Due to the Russian invasion of Ukraine, it might be more relevant than ever. While some of the footage was shot in Moscow, a significant amount was filmed in Kiev and Odessa. With the costs of war in Ukraine dominating the headlines, Sherburn hopes that this performance can help connect people to the situation in a more human way.

“It's a wonderful document of life in Ukraine in the twenties,” he said. “I thought it would be very relevant and give people context about the current events there.”

JJ Campbell
The score to "Man with a Movie Camera" will be performed live in San Antonio on Friday, July 15.

“Man with a Movie Camera” was originally commissioned by Joseph Stalin as a propaganda piece, but Sherburn believes it can be transformed into a more empathetic work of art that connects audiences with the people onscreen.

“I wanted to repurpose the film as more of a celebration of the human spirit,” he said.

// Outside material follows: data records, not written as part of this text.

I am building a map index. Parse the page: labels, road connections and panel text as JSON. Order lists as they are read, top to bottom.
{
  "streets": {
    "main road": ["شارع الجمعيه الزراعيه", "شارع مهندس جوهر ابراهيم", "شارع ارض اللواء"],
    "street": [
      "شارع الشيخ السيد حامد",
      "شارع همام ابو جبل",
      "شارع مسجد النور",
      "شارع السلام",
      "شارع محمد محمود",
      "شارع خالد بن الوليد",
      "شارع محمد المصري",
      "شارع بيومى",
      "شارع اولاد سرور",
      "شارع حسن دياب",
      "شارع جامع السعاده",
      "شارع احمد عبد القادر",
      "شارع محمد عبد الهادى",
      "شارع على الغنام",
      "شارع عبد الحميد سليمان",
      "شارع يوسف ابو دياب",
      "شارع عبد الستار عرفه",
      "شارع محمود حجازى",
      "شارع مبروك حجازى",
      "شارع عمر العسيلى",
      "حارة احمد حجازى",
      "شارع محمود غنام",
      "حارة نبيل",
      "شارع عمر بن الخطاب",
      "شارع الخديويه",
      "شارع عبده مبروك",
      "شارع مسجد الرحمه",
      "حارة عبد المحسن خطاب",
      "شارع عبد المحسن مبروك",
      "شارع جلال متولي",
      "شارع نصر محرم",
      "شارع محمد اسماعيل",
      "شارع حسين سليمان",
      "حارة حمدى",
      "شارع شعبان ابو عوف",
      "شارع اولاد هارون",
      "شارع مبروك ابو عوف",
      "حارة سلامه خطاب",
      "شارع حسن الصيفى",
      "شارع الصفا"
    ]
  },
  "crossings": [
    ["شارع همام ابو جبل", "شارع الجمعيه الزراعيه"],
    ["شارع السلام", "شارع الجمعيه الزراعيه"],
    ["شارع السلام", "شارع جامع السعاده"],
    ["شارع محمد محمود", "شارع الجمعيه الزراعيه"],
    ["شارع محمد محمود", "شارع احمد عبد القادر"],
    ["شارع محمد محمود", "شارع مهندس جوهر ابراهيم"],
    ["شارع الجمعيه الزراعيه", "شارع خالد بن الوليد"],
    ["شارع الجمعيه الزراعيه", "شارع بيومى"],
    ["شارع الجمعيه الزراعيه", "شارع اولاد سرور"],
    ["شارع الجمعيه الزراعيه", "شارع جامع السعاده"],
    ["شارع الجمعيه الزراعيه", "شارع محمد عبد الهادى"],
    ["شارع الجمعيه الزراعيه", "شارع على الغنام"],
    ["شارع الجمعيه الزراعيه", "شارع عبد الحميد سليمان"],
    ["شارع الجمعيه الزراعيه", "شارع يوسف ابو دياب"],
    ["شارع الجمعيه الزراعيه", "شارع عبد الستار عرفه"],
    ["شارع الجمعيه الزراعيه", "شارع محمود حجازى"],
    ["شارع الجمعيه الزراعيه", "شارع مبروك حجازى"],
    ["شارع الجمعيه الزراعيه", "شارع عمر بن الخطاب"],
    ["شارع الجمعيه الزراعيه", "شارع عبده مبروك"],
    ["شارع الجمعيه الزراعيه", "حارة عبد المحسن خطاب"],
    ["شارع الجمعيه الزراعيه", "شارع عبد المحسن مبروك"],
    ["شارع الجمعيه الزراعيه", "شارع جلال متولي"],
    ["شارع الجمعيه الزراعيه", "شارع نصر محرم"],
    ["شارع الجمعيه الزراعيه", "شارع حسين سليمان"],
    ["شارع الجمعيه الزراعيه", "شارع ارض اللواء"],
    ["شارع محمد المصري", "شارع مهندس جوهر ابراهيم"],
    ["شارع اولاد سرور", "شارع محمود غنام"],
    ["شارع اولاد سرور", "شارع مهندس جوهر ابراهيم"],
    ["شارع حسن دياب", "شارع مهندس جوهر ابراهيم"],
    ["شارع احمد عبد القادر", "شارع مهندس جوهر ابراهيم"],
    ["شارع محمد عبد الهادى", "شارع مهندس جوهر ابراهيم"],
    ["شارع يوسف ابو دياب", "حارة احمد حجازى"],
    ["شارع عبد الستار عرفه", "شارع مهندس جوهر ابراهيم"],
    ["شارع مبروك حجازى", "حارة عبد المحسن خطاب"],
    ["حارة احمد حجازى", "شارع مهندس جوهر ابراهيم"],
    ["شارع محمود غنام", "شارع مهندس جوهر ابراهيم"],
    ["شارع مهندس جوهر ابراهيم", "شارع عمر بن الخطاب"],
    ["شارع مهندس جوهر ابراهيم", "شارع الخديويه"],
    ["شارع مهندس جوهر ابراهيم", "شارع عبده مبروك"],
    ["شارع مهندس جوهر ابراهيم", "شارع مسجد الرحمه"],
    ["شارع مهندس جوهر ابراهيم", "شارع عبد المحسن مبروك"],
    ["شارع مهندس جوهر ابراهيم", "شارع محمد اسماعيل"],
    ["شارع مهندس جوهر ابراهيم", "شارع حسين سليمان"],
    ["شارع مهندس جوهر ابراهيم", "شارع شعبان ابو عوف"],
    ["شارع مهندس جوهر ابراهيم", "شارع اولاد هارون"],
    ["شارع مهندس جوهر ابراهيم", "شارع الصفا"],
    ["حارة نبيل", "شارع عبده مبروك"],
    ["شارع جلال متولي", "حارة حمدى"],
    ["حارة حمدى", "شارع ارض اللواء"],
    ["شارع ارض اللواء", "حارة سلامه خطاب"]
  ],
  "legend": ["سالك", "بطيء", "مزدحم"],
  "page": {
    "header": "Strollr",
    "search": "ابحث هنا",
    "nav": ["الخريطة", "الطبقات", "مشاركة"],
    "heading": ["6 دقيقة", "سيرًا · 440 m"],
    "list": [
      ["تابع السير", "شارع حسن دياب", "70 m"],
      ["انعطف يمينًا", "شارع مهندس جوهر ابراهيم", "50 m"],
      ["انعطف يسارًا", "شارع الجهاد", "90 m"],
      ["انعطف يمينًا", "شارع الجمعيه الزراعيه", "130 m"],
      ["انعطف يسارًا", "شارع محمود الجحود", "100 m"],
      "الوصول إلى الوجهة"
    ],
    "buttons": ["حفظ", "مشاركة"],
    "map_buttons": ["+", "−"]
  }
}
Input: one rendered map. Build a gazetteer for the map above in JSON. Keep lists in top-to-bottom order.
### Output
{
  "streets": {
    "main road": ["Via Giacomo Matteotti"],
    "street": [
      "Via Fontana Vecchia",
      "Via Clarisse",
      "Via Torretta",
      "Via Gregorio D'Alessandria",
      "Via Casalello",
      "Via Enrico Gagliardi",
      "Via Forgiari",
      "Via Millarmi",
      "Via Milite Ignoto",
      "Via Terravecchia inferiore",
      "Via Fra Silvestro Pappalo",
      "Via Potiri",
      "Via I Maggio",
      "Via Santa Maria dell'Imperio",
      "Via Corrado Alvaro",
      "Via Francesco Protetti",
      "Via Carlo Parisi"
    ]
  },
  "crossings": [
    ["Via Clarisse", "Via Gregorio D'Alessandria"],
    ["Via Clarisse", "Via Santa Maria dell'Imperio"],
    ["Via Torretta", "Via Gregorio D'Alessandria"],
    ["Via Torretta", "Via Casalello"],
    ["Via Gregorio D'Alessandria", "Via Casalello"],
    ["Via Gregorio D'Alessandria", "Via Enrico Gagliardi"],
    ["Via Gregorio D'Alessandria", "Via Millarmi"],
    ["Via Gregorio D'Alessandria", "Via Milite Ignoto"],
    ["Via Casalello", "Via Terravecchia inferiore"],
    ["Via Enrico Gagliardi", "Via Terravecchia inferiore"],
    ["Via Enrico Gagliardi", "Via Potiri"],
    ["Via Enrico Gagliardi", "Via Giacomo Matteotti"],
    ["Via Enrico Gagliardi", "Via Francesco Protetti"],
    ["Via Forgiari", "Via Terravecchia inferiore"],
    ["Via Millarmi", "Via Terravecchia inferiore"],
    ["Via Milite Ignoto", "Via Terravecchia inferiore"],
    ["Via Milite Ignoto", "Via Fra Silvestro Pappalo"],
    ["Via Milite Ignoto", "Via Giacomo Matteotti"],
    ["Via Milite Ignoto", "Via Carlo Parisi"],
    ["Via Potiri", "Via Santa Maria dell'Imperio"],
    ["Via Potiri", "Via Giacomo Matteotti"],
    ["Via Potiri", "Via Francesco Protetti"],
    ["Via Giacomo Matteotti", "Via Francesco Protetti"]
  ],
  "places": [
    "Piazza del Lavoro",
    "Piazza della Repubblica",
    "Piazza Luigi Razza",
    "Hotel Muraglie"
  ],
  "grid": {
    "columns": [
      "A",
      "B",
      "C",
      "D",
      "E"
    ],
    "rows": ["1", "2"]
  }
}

The film includes plenty of industrial visuals from factory machinery to railways. But it also showcases many everyday, human moments, and Sherburn’s music brings these aspects to the forefront. The score is lively and exciting, and can be streamed on Spotify. In Sherburn’s words, “it's a little bit of rock and roll and a little bit of chamber music.”

Friday’s show will be somewhat reduced from the original, featuring just Sherburn on piano along with a guitarist. That’s not the only update to the performance, however.

“The bigger change, though, was really just leaning more towards Ukrainian identity,” Sherburn said. “We play the Ukrainian national anthem at the top of the movie. I quote a bit from one of my favorite Ukrainian contemporary composers, (Valentin) Silvestrov.”

This week’s performance is only a preview of what’s to come. Montopolis has already scheduled September tour dates for “Man with a Movie Camera,” in which string instruments will be included. Montopolis will bring this show back to San Antonio on Sept. 3, at Brick at Blue Star. Afterwards, they’ll be off to Fort Worth and then to seven other states for this phase of their tour.

The show on Friday will be held at the Slab Cinema’s Arthouse located at the Blue Star Arts Complex. Tickets can be purchased for $12 here. Proceeds from merchandise sales will be donated to UNICEF to support humanitarian aid in Ukraine.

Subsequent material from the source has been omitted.